▼▼▼
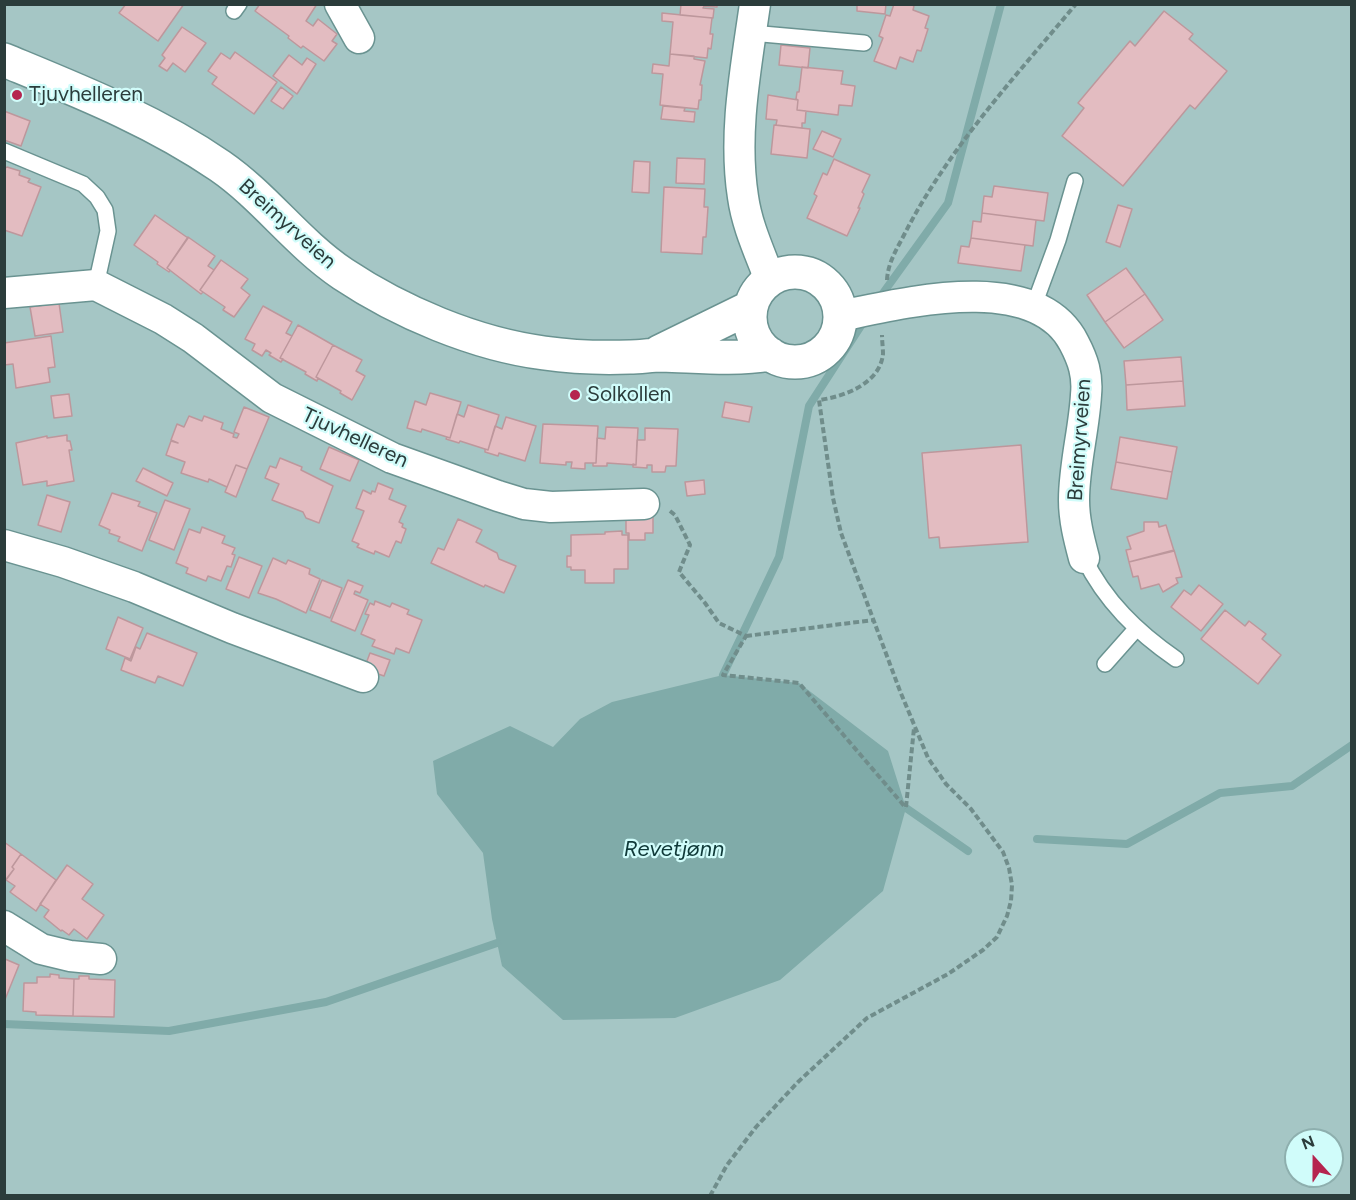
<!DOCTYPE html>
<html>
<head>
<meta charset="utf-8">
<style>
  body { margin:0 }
  #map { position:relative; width:1356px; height:1200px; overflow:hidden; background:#c3eeec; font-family:Figtree,sans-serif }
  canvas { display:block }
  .frame { position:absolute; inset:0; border:6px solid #2b3c3b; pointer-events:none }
  .north { position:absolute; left:1284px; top:1128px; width:60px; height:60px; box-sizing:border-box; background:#d0fcfa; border:2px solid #8eafae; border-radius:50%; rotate:339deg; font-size:16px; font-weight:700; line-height:24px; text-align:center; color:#2b3c3b }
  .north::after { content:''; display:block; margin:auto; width:21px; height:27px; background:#b5244f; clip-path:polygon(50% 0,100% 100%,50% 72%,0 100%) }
</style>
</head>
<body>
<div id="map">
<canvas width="1356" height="1200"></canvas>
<div class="frame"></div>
<div class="north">N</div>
</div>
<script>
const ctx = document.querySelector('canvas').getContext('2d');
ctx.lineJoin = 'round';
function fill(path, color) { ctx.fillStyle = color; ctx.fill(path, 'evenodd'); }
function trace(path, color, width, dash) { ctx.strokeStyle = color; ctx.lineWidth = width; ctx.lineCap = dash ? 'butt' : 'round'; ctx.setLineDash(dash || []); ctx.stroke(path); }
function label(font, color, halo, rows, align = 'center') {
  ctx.font = font + ' Figtree,sans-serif'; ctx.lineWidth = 4.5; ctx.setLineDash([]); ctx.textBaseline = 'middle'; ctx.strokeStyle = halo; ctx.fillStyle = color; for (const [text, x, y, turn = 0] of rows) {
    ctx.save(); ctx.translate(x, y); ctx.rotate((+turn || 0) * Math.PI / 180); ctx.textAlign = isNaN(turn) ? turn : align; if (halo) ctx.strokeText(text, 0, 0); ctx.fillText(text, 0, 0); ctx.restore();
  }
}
fill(new Path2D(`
  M5,5h1346v1190l-1346,1zM1296,1140h36v36h-36z`), '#a5c6c5');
fill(new Path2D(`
  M723,675l76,8 89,68 18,57 -23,83 -103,89 -105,38 -112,2 -61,-54 -10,-47 -9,-66 -46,-59 -4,-33 77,-35 43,21 27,-28 32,-17z`), '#80aba9');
trace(new Path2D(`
  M878,300l70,-97 53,-199
  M723,675l56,-118 30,-151 57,-88
  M906,808l62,43
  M1037,839l90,5 93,-51 72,-7 60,-41
  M4,1024l165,7 157,-29 171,-59`), '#80aba9', 8);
const building = new Path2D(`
  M126,4h58l-26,37 -39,-28z
  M260,4h57l-11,17 7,5 5,-7 19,15 -5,7 5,3 -13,17 -21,-15 -2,2 -13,-10 1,-2 -34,-25z
  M681,4h36v3l-13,-1 -1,2 11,1 -1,9 -33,-3z
  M857,4h29l-1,10 -28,-3z
  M894,4h16l4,2 -1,4 16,6 -4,12 3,1 -7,22 -4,-1 -4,12 -13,-5 -4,12 -22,-8 9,-23 -4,-2 7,-21 4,1z
  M1164,11l29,23 -4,5 38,32 -32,38 -5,-4 -67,81 -61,-50 22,-28 -6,-5 52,-62 5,5z
  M662,13l50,5 -2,16h3l-2,15 -3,-1 -1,10 -37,-4 3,-32 -11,-1z
  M182,27l24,16 -21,29 -12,-9 -6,8 -8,-5 6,-8 -3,-3z
  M781,45l29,3 -2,20 -29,-3z
  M235,52l42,30 -23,32 -42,-30 5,-7 -9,-6 13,-18 9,6z
  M670,54l24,2v3l11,2 -5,24h2l-1,15h-2l-1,9 -38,-4 3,-31 -11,-1 1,-9 16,2z
  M289,55l13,10 5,-7 9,6 -19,30 -24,-18z
  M802,67l41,4 -2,13 14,2 -3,20 -13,-1 -1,10 -41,-5 1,-10 -2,-1 1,-7h2z
  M281,87l12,9 -10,13 -12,-8z
  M768,95l30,5 -1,10 9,1 -1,12h-3v5l-26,-3 1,-5 -11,-1z
  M663,106l22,2 -1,3 11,1 -1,10 -33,-3z
  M4,111l26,10 -9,25 -17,-6z
  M774,125l36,4 -3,29 -36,-4z
  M822,131l19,8 -8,18 -20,-8z
  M677,158l28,1 -1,25 -28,-1z
  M834,159l36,16 -8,17 2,2 -6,14h2l-13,28 -40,-18 10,-22 -3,-2 9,-21 4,2z
  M634,161l16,1 -1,31 -17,-1z
  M7,167l13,4 -1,4 11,4 -2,3 13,5 -19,49 -18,-6v-61z
  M994,186l54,7 -4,28 -62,-8 2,-17 8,1z
  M664,187l41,2 -1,18h4l-2,30h-3l-1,17 -41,-2z
  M1118,205l14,4 -12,38 -14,-5z
  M982,213l54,7 -3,26 -62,-8 2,-17 8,1z
  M155,215l33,23 -21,30 3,2 -1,2 -12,-8 1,-2 -24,-17z
  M188,237l27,19 -7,10 6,4 -14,20 3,2 -2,2 -34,-26z
  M971,238l54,7 -4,26 -63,-8 3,-17 8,1z
  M221,260l27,19 -7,9 9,7 -16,22 -11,-7 2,-3 -25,-17z
  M1126,268l19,26 -40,28 -18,-27z
  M1145,294l18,26 -39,28 -19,-26z
  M59,303l4,29 -28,4 -5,-29z
  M263,306l29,16 -6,11 6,3 -12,22 3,1 -2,3 -12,-7 2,-2 -5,-3 -4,6 -10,-6 3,-6 -10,-5z
  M298,325l35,20 -17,32 2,1 -1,3 -12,-7 1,-2 -26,-14z
  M51,336l4,31 -7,1 2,14 -34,6 -3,-24 -9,1v-22z
  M333,345l29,15 -6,11 9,5 -13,24 -12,-7 1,-2 -25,-14z
  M1181,357l2,24 -57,4 -2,-24z
  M1183,381l2,25 -58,4 -1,-25z
  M430,393l31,9 -11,36 -28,-9 -1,3 -14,-4 8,-27 11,4z
  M69,394l3,22 -18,2 -3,-22z
  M725,402l27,5 -3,15 -27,-5z
  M468,405l31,10 -11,35 -28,-9 -1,2 -13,-4 1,-2 3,1 7,-24 7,3z
  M244,407l25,10 -22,52 -11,-4 -9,22 -18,-8 -1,3 -27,-9 4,-11 -19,-7 5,-14 7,2 -7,-3 6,-16 7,3 5,-11 13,5 2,-5 19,7 -2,6 13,5 -1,3 4,1 2,-4 -5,-2z
  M506,417l30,9 -11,35 -26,-8 -1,3 -13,-4v-3l3,1 7,-24 7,3z
  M543,424l55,2 -2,37h-11v6l-14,-1 1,-6h-6v3l-26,-2z
  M606,427l32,1 -2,37 -29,-2v3h-14v-3h3l1,-25 8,1z
  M645,428l33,1 -2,37h-10l-1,6h-13v-7h-5v3l-14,-1v-3l3,1 1,-25h8z
  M67,435v6h3l2,9h-3l5,31 -27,5v-5l-24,4 -7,-42 31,-7v2z
  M1120,437l57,10 -5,25 -56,-10z
  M1021,445l7,97 -88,6 -1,-11 -10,1 -7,-85z
  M329,447l30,13 -9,21 -30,-12z
  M280,458l22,9 -1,3 32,16 -14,37 -13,-5 -3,-6 -31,-12 7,-16 -14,-6 5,-12 6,2z
  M1116,462l56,10 -5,27 -56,-10z
  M236,465l11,4 -11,28 -11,-5z
  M143,468l30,15 -6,13 -31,-15z
  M704,480l1,14 -18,2 -2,-14z
  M378,483l15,6 -4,10 17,7 -7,16 4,2 -1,3 4,2 -5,14 -5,-2 -7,16 -14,-6 -1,3 -17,-7 2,-3 -7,-3 12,-30 -8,-3 7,-18 8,4 1,-3 3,1z
  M112,493l28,9 -2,4 19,7 -15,38 -24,-10 2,-4 -11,-4 1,-3 -11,-5z
  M47,495l23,7 -9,30 -23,-7z
  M165,500l25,9 -16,41 -25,-10z
  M626,516l27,1v16h-8v7h-16v-7h-3z
  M458,519l24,11 -6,12 21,11 2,6 17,7 -12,27 -19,-8 -1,2 -53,-24 7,-15 6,2z
  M1144,522h14l1,5 7,-2 8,26 -45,11 -3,-12 5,-1 -4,-12 17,-6z
  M202,527l23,9 -3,7 13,5 -3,6 3,1 -4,12 -4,-1 -6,15 -13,-5 -2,5 -20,-8 2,-5 -12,-5 13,-34 11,4z
  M622,531v4h6v34h-14v14h-29v-13h-14v-3h-4v-11h4v-21l34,-1v-2z
  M1174,550l8,27 -6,1 2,5 -15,9 -4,-8 -18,5 -3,-13 -5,1 -4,-15z
  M239,557l23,9 -13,32 -23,-9z
  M273,558l13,6 2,-4 22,9 -1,5 11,5 -14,34 -30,-14 -18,-6z
  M322,580l20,8 -12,30 -20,-8z
  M348,580l15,6 -3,7 -5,-2 -1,3 14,6 -13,31 -24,-10z
  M1199,585l24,19 -22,27 -30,-24 13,-17 7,5z
  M375,601l15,6 2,-4 17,7 -2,4 15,6 -13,33 -13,-5 -2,6 -22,-8 3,-6 -14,-6 8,-19 -4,-1 5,-11 4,2z
  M1225,610l20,16 4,-5 17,13 -4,5 19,16 -23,29 -57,-45z
  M118,617l25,11 -13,31 -24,-10z
  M147,633l50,20 -14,33 -25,-10 -3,7 -34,-13 4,-12 6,3 5,-14 4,2z
  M370,653l20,7 -6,16 -20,-7z
  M4,842l17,12 -9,13 2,2 -10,13z
  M21,854l35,26 -20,31 -26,-19 5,-6 -9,-6 8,-11 -2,-2z
  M67,865l26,19 -11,15 22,16 -17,24 -13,-10 -5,6 -7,-5 -1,1 -17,-14 5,-7 -9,-6z
  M5,959l14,6 -15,37v-41z
  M50,974l9,1v3l15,1 -1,37 -37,-1v-3l-13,-1 1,-28h13v-6h13z
  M79,976h10v3l26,1 -1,37 -41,-1 1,-37h5z`);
fill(building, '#e3bcc1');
trace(building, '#bd979c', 1.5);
const lane = new Path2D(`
  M234,11l5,-7
  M751,33l113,10
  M4,151l79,33 14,13 8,13 3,21 -12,54
  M1033,308l25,-68 17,-59
  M1084,558c21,43 53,74 92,101
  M1105,664l31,-35`);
const street = new Path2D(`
  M340,4l19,34
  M755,4c-9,64 -22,129 -12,193 4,29 17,56 27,83
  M4,293l92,-8 67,34 30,19 79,60 120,60 106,38 26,8 27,3 93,-3
  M840,316c64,-13 196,-47 234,27 9,17 14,32 12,52 -2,35 -12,70 -12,105 0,20 5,39 10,58
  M4,545l59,17 71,25 98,41 131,49
  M4,926l37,23 29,7 31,3`);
const secondary = new Path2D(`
  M4,60c75,31 149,60 216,106 45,31 77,77 123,108 57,38 132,70 201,79 28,4 58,5 86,4 11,0 21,-2 32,-2 36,1 73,5 108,-1
  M750 317a45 45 0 1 1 90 0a45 45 0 1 1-90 0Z
  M659,352l92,-45`);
trace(lane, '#6a9391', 18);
trace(street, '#6a9391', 33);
trace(secondary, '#6a9391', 36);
trace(new Path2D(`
  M887,280c1,-18 10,-31 18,-47 44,-85 110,-156 171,-229
  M670,511l5,4 15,30 -11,27 26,31 14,20 27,13 -23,39 76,8 107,125
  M746,636l128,-16
  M906,807l8,-79
  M710,1196l17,-31 29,-38 42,-45 69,-64 81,-44 35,-24 14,-13 10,-21 4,-15 1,-16 -3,-17 -6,-16 -32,-43 -25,-25 -18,-26 -28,-67 -59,-158 -8,-35 -14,-98c24,-3 61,-16 64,-46 0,-6 -1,-13 -1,-19`), '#708d8b', 4, [6, 3]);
trace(lane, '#fff', 15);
trace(street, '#fff', 30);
trace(secondary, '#fff', 33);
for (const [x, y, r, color] of [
  [17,95,6,"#b5244f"],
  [575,395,6,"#b5244f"]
]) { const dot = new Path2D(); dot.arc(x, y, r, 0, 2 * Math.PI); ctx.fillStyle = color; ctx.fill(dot); trace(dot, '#d0fcfa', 2); }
label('21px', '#2b3c3b', '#d0fcfa', [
  ["Tjuvhelleren",29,95],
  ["Solkollen",587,395]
], 'left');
label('21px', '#2b3c3b', '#d0fcfa', [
  ["Breimyrveien",287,224,42],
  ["Tjuvhelleren",355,438,25],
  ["Breimyrveien",1080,440,-86]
]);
label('italic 22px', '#0f3938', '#d0fcfa', [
  ["Revetjønn",674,850]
]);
</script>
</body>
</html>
▲▲▲
Exercise >> Every line of the entries above that contains the word "canvas" must be tallied, and the number alone reported.

Reply to the exercise >> 3